Americans trust the military, but recruiters?


This article is misleading. A new Gallup poll finds that out of government institutions, Americans, or 69 percent of them, have the most trust for the military. Somehow the story is about how this survey means that citizens are potentially more trustful of military recruiters, based on the words of some Pentagon PR person and the reporter’s interpretation of the survey (which I haven’t read, by the way). I think the reporter, or maybe his editor, wanted to make news out of something that really isn’t.  It’s doubtful that Americans trust military recruiters at the same level as the military at large, given their sagging enlistment numbers, frequent abuses of power, and an unpopular war.
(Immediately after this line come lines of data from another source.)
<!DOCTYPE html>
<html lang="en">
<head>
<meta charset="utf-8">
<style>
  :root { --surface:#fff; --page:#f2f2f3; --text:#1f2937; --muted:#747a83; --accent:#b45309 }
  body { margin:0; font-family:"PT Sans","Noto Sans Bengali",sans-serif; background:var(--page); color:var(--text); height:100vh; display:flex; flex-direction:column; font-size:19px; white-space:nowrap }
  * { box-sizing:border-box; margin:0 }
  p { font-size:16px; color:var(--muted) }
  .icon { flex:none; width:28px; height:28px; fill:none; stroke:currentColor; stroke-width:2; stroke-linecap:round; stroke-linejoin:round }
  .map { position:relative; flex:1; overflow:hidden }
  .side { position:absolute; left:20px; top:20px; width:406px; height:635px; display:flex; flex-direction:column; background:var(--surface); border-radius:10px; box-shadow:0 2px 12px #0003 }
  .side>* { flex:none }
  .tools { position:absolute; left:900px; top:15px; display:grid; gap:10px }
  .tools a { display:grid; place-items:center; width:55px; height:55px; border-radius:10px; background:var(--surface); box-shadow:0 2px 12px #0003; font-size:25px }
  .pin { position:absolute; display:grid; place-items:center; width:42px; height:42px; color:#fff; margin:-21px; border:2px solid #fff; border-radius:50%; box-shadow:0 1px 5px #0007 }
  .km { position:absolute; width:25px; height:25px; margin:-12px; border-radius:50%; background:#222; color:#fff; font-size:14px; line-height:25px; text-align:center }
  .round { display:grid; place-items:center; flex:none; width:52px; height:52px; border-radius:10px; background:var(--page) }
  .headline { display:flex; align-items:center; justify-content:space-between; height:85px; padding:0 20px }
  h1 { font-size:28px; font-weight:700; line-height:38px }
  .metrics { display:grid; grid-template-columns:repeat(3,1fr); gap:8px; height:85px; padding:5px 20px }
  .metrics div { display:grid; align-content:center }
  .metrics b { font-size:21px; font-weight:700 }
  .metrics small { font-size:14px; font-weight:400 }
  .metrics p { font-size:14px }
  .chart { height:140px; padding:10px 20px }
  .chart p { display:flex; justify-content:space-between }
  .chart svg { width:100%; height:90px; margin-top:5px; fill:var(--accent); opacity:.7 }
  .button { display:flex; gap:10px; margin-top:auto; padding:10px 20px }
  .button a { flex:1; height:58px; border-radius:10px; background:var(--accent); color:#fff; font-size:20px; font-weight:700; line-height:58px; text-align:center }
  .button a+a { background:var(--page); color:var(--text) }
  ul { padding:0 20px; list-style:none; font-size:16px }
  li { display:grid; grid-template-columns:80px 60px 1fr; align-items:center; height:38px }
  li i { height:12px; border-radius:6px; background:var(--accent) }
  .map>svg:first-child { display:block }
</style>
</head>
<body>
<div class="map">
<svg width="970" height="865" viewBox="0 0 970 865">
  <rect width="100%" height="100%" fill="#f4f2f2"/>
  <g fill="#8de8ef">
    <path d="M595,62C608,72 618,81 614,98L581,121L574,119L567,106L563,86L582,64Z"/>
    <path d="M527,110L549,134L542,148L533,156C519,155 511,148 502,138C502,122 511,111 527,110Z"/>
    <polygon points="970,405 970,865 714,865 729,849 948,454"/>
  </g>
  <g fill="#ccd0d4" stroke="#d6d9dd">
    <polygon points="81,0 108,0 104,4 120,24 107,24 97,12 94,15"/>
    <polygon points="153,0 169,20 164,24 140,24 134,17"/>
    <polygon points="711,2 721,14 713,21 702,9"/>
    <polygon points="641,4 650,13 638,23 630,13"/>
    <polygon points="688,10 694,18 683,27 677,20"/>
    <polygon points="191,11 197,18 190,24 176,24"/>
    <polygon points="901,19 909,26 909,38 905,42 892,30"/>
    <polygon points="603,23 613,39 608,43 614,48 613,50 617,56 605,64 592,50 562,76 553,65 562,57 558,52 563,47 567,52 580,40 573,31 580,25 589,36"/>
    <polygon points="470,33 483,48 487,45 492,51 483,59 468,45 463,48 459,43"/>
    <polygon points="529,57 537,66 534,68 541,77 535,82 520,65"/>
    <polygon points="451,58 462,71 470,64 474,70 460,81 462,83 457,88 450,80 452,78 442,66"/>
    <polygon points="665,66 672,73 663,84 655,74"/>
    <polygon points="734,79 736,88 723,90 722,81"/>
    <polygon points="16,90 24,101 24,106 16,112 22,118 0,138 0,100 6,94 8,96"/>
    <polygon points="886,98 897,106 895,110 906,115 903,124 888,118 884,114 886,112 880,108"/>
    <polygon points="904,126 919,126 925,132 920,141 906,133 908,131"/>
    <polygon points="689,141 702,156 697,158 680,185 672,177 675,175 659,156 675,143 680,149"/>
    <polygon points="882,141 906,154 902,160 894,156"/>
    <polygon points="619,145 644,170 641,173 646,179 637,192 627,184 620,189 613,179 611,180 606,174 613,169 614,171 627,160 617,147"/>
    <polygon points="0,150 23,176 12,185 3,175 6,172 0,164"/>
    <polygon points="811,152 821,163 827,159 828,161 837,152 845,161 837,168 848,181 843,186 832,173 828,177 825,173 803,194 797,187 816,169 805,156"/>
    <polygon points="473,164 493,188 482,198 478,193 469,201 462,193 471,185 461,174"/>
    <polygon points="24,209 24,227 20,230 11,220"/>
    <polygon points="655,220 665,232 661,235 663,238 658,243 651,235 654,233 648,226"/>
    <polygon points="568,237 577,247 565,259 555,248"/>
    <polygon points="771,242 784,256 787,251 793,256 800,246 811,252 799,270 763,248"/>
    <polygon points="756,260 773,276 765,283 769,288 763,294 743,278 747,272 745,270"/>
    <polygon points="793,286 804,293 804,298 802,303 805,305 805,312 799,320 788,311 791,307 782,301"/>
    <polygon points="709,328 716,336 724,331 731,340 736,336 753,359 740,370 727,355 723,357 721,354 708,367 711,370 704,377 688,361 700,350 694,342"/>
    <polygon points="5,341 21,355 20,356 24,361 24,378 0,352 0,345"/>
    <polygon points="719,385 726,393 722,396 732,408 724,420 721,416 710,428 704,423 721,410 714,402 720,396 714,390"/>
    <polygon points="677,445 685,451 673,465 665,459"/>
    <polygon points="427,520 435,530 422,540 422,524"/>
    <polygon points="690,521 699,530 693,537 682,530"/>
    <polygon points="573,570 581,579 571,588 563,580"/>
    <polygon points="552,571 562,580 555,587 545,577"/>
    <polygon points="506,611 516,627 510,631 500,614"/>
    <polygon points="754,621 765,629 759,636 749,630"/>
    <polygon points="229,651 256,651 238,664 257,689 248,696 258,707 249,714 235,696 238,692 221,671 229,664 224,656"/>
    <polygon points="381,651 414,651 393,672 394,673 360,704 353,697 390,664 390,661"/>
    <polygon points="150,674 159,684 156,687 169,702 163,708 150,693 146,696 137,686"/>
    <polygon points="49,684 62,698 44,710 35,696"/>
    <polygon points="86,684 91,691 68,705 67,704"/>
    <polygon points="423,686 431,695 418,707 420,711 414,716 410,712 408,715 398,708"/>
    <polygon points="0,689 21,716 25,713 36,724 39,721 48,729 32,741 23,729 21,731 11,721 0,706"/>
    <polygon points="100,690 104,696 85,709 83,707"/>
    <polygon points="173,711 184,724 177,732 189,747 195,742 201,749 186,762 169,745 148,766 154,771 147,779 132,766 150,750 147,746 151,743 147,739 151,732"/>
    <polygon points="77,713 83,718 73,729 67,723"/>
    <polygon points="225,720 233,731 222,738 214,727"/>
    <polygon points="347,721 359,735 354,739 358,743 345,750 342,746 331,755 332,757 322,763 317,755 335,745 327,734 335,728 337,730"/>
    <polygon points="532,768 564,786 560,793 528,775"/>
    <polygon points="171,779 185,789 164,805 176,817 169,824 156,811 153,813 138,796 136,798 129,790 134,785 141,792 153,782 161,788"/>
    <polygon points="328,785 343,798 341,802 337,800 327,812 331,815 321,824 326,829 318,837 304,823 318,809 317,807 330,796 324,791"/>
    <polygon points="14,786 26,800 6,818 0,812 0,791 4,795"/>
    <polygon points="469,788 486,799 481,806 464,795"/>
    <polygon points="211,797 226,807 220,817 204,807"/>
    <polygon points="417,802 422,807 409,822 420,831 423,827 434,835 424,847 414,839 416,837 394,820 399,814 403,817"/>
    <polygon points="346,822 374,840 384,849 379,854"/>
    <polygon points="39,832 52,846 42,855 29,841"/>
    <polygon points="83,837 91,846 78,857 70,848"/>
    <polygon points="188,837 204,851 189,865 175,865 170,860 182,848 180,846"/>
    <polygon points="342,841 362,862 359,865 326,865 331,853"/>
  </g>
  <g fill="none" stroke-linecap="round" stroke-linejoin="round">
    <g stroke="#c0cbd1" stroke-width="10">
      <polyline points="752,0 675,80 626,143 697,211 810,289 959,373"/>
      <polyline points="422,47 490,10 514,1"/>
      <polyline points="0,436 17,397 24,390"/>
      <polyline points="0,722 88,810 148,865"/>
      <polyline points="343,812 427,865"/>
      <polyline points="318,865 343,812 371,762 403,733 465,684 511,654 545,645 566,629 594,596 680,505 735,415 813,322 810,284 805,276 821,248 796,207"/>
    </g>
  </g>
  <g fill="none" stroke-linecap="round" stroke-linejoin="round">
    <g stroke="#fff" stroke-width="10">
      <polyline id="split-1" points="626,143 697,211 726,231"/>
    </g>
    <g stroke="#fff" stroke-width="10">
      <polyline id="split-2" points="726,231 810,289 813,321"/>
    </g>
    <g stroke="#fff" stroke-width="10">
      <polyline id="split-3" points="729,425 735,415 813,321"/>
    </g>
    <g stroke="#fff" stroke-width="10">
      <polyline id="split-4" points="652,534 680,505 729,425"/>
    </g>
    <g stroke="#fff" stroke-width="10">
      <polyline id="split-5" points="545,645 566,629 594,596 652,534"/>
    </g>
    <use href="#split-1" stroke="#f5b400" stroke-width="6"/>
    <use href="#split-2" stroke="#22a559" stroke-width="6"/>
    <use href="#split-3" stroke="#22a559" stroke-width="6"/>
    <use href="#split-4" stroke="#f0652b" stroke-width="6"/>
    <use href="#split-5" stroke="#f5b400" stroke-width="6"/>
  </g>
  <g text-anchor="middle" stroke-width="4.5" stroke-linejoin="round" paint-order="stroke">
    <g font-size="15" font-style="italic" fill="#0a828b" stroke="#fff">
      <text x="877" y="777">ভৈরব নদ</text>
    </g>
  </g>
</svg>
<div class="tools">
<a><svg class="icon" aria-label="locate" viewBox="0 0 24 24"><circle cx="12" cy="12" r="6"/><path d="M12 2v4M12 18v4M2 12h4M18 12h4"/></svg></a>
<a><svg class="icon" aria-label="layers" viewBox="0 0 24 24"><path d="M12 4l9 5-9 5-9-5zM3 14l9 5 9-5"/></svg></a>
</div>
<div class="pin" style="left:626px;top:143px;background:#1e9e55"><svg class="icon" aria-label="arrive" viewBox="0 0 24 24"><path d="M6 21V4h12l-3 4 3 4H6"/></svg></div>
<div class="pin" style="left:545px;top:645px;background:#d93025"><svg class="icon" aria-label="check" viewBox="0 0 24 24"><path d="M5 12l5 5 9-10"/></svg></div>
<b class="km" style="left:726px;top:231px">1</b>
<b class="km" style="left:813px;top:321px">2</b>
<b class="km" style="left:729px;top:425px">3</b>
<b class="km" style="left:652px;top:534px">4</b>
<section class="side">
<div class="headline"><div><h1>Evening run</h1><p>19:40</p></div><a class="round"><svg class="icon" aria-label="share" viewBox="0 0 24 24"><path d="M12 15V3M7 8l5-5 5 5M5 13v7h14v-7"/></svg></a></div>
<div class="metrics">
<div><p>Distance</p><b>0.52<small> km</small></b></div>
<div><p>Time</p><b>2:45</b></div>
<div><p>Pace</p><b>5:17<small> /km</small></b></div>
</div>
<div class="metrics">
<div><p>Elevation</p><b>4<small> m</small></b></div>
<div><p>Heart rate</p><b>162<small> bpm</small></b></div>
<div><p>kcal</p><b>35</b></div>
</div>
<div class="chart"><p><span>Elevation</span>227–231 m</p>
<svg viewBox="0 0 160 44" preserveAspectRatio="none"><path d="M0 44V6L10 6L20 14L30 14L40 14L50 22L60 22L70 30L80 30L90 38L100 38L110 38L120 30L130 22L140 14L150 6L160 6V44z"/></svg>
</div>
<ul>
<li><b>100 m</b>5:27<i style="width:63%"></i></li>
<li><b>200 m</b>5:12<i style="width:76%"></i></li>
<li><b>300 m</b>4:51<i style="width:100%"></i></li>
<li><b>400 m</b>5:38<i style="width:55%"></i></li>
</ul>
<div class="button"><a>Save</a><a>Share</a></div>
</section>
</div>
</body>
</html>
One Response to “Americans trust the military, but recruiters?”

  1. John Says:

    This raises a question, how can you trust the military, but not military recruiters? The recruiters are regular members of the service who are temporarily assigned to recruiting duty. So if you distrust the recruiters then you would have to distrust the military as a whole. And of course the flip side is true. If you do trust the military, you can trust the recruiters. This question aside, if the recruiters fail to enlist the men and women the military needs to survive, the only answer is the return of the DRAFT. Next question, do we want an all recruited force where each person makes the decision for himself or herself? Or would we be better off with the government deciding for us?